De fato, o simbolismo da queda é particularmente sensível na cultura calvinista anglo-saxônica. Afinal, o texto poético mais representativo nessa tradição, de uma inspirada força devocional, é o "Paraíso Perdido", de Milton, centrado no tema da queda. Por outro lado, a verticalidade se tornou um dos mais fortes emblemas da modernidade. Daí o impacto instantâneo que os primeiros arranha-céus tiveram, no imaginário das várias sociedades, passando por diferentes graus de urbanização ao redor do mundo, assim que surgiram, pioneiramente, em Chicago e em Manhattan. Desde então, a pujança econômica dos Estados Unidos foi condensada na imagem dos seus conjuntos de edifícios, reproduzidos de mil formas através do globo, ao ponto de qualquer criança, em qualquer parte, saber reconhecer os prédios mais altos, os mais elegantes e os mais simbólicos. Até King Kong sabia.

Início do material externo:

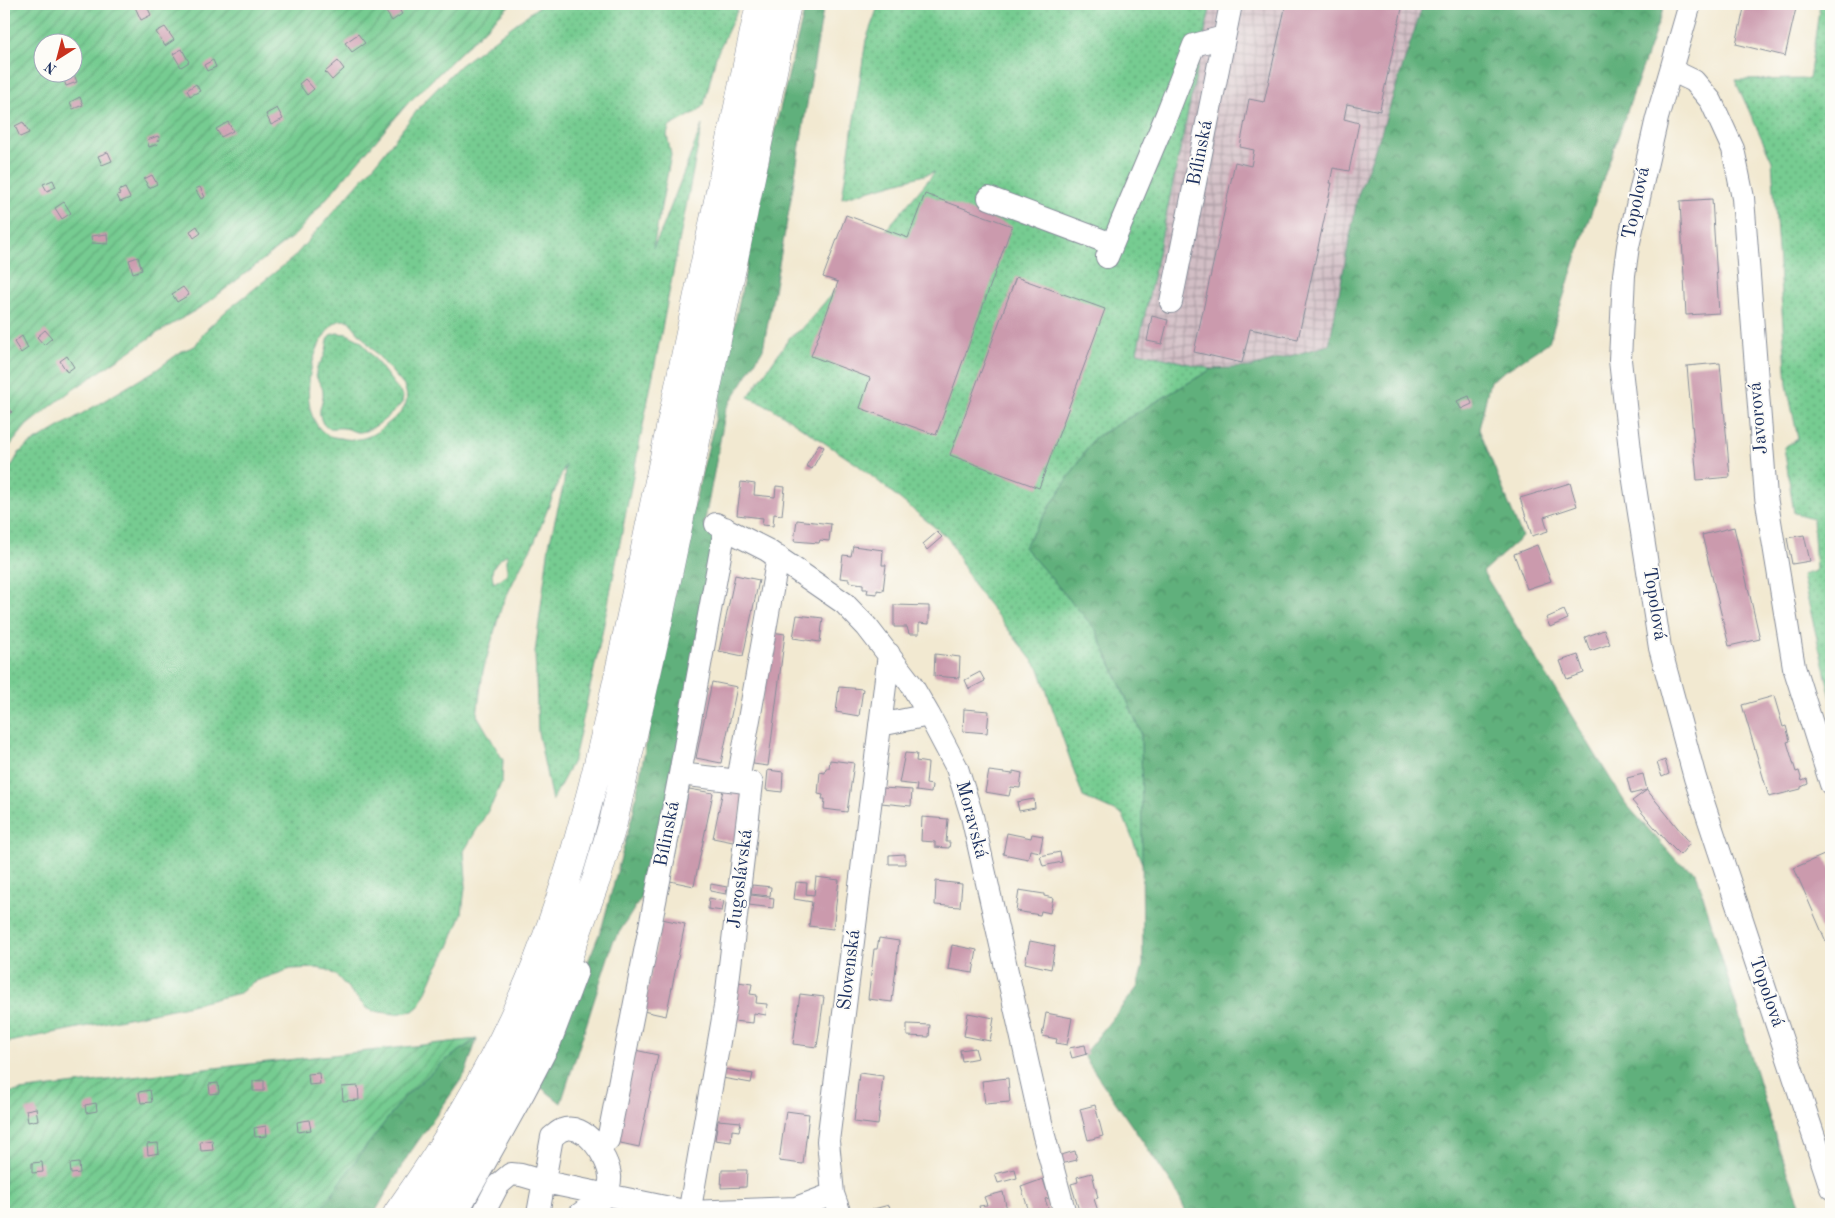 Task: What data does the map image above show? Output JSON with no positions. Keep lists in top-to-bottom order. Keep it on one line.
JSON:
{"streets":{"street":["Bílinská","Topolová","Javorová","Moravská","Jugoslávská","Slovenská"]},"crossings":[["Bílinská","Moravská"],["Topolová","Javorová"],["Moravská","Slovenská"]],"north":"bottom left"} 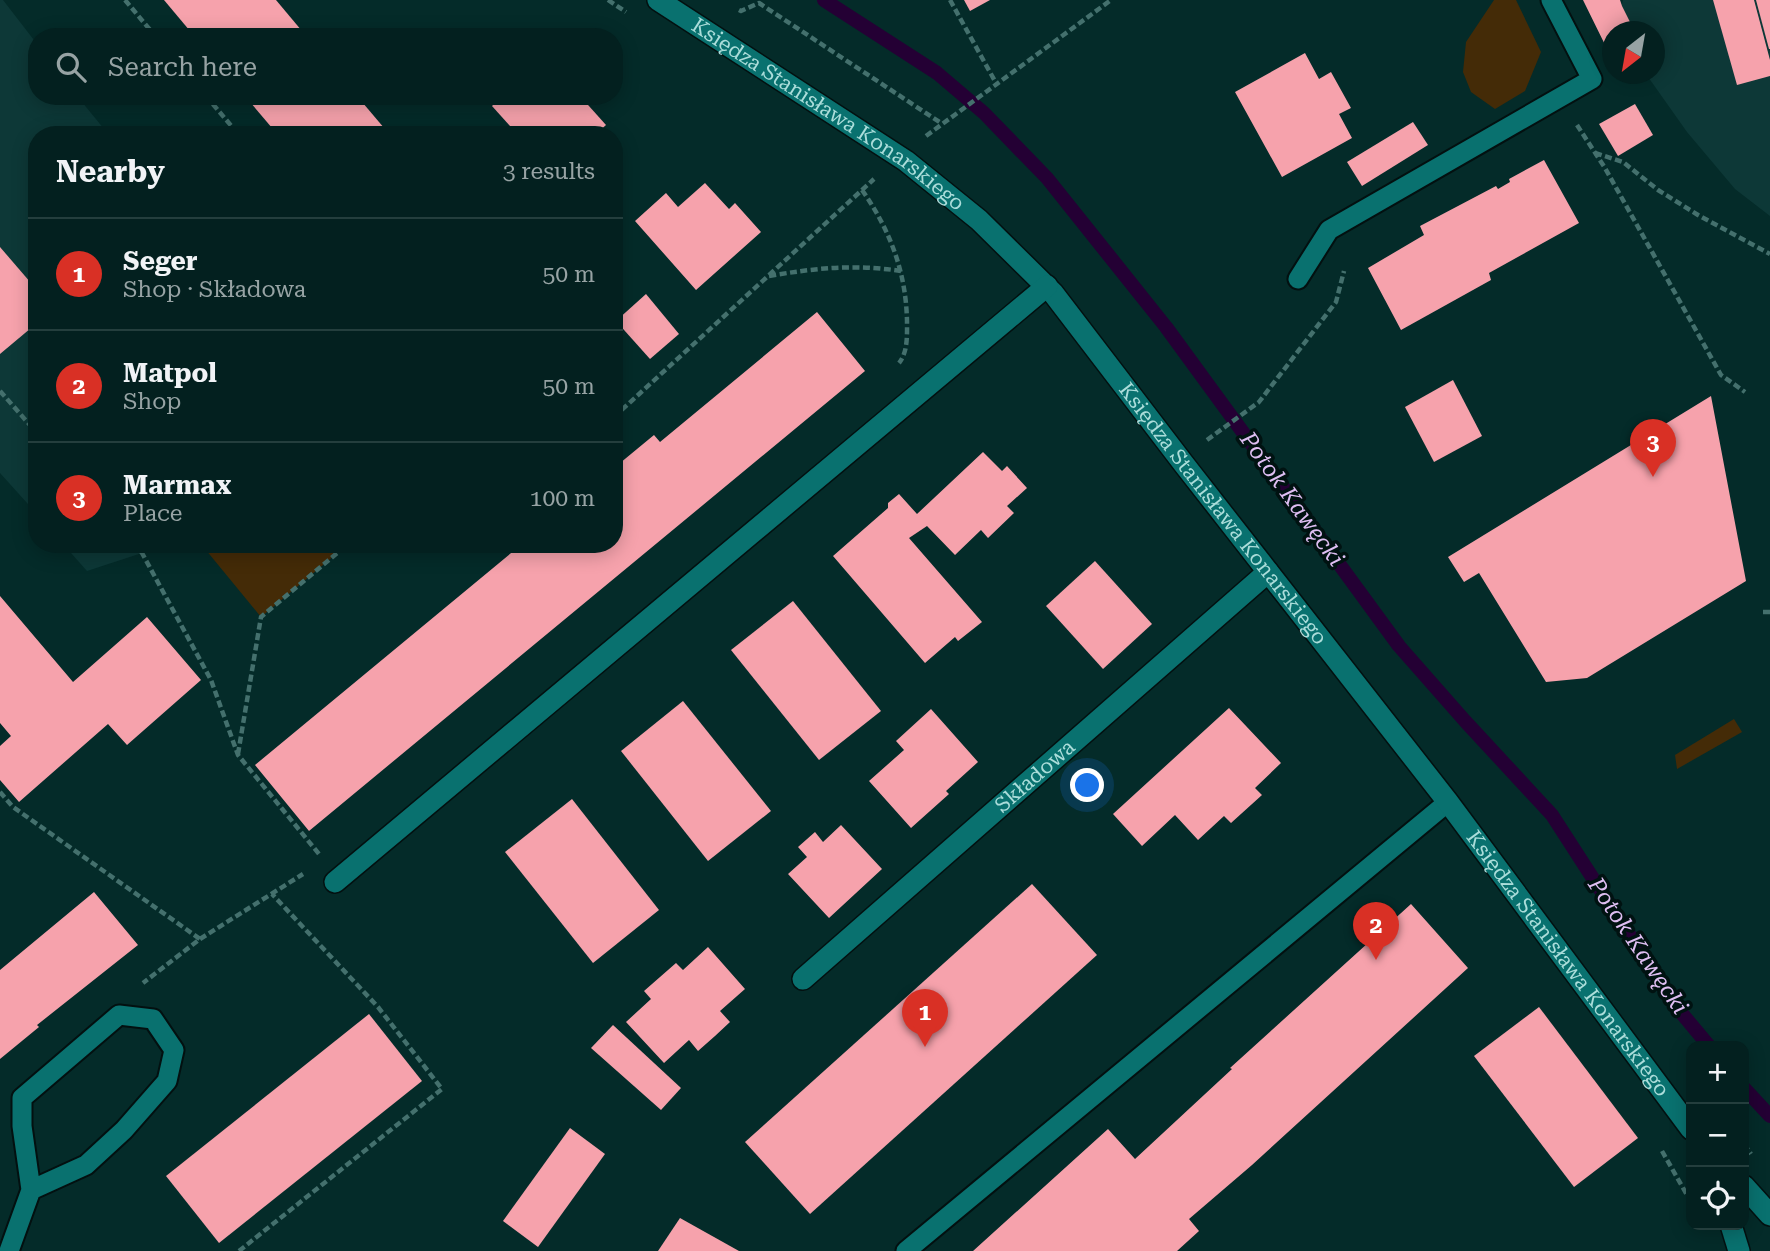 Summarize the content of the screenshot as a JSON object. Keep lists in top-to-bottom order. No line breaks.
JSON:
{"streets":{"street":["Księdza Stanisława Konarskiego","Składowa"]},"crossings":[["Księdza Stanisława Konarskiego","Składowa"]],"water":["Potok Kawęcki"],"north":"bottom left","page":{"search":"Search here","heading":["Nearby","3 results"],"list":[{"mark":"1","name":"Seger","note":"Shop · Składowa","value":"50 m"},{"mark":"2","name":"Matpol","note":"Shop","value":"50 m"},{"mark":"3","name":"Marmax","note":"Place","value":"100 m"}],"pins":["3","2","1"],"map_buttons":["+","−"]}} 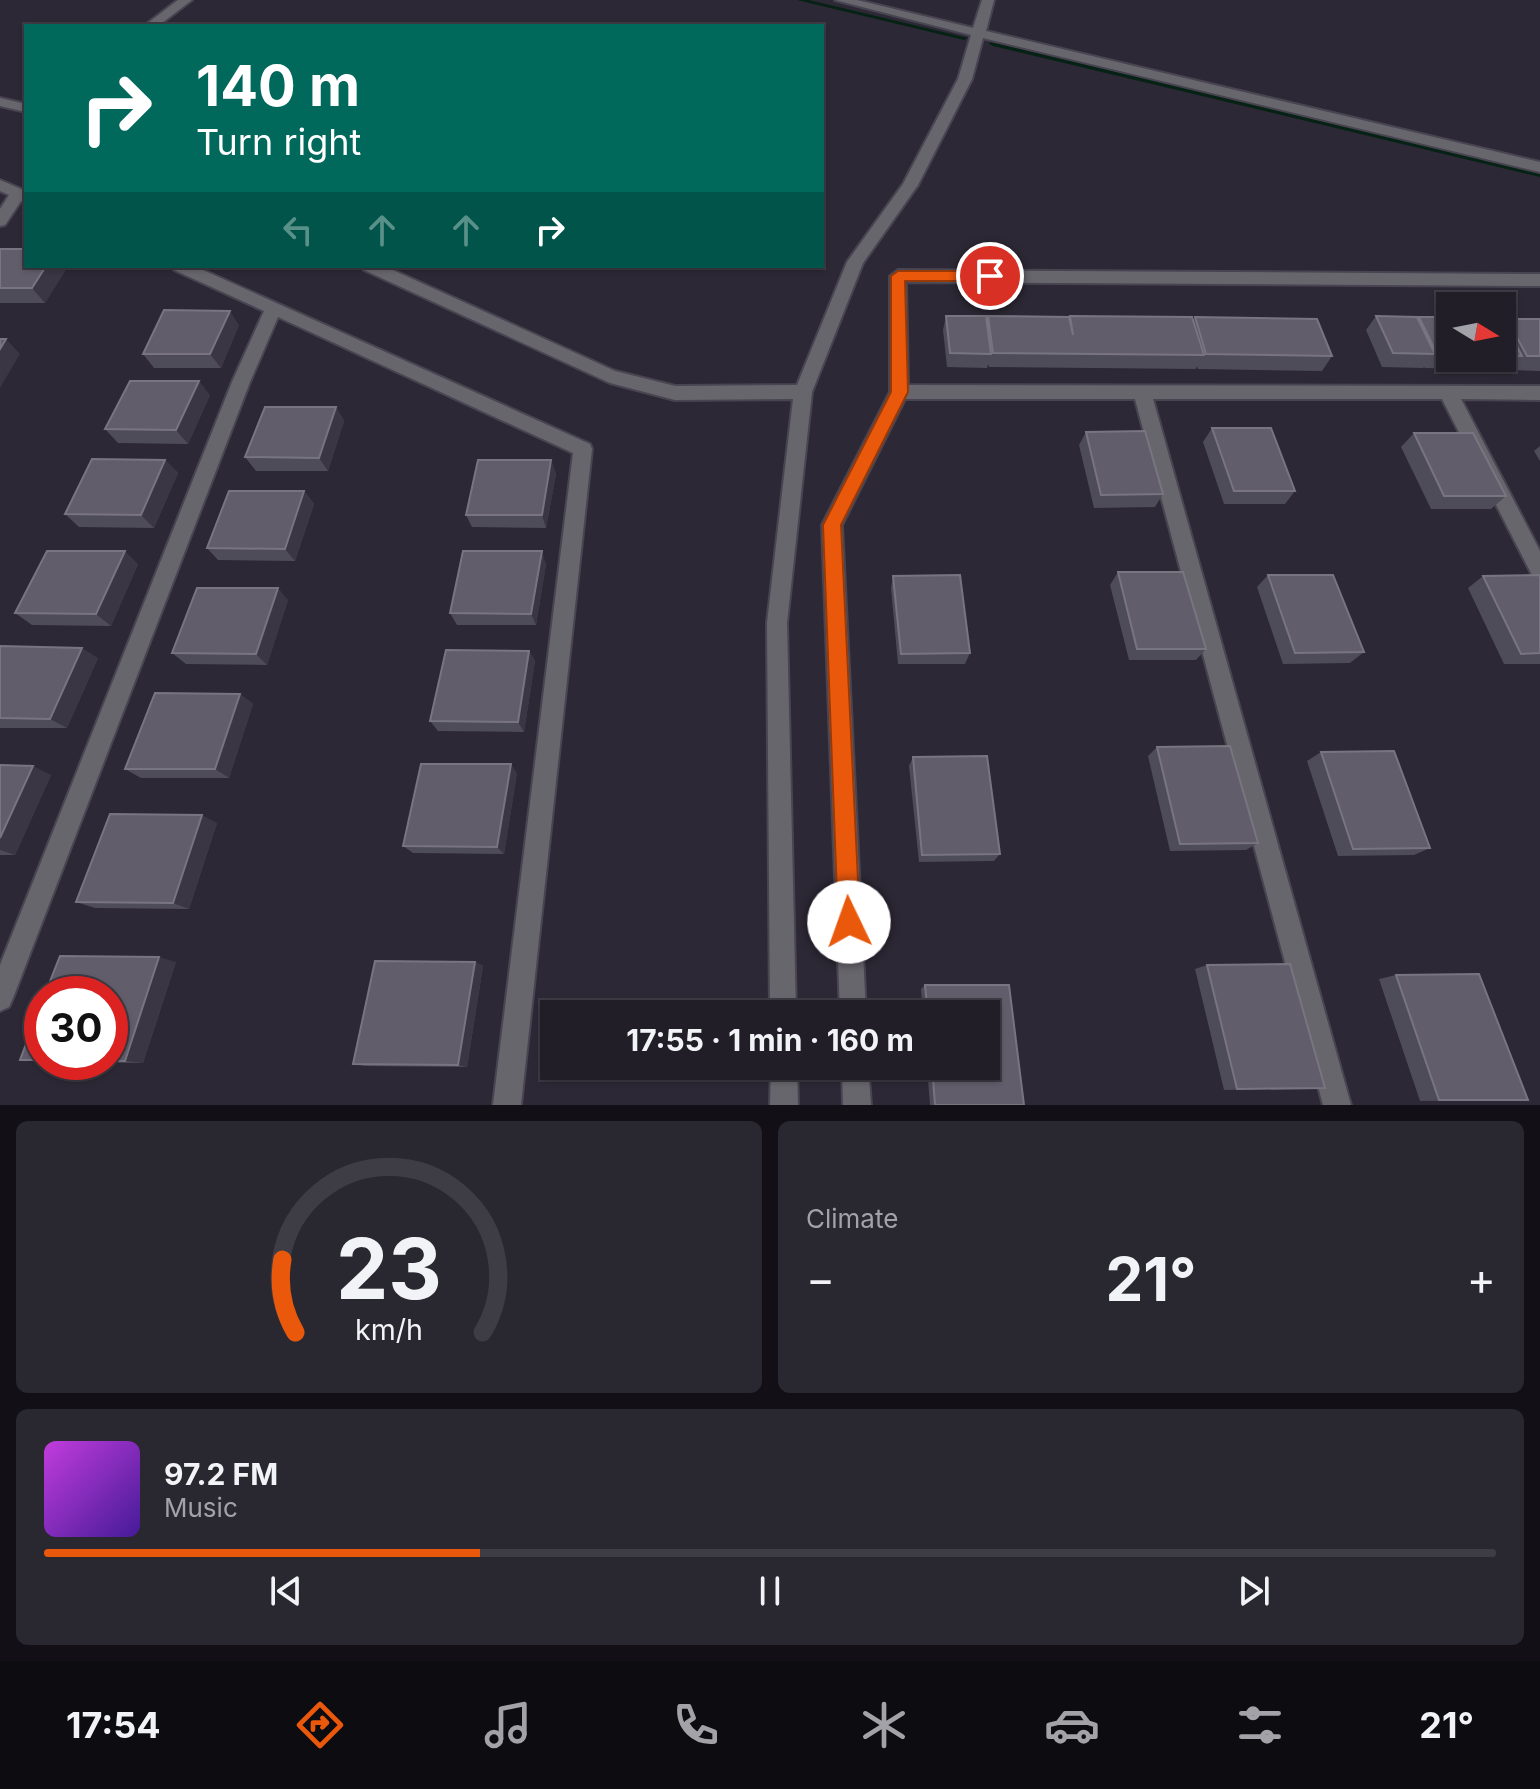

Mas não são só os arranha-céus. No mundo capitalista, tudo o que conta fica no topo de uma coluna vertical, como se fora uma sucessão de paus-de-sebo, no alto dos quais, em vez do tradicional chouriço, estivesse o bilhete premiado de uma loteria. Por exemplo, esse mantra através do qual a ciência econômica assinala e louva o sucesso, as tabelas e colunas estatísticas. Ou a infinidade de rankings que se multiplicam e a tudo se aplicam, da memória de um logotipo, à vendagem de um desodorante, à imagem de um político. O que conta e só o que vale é ser o número um, é estar no topo, na crista da onda, nas alturas.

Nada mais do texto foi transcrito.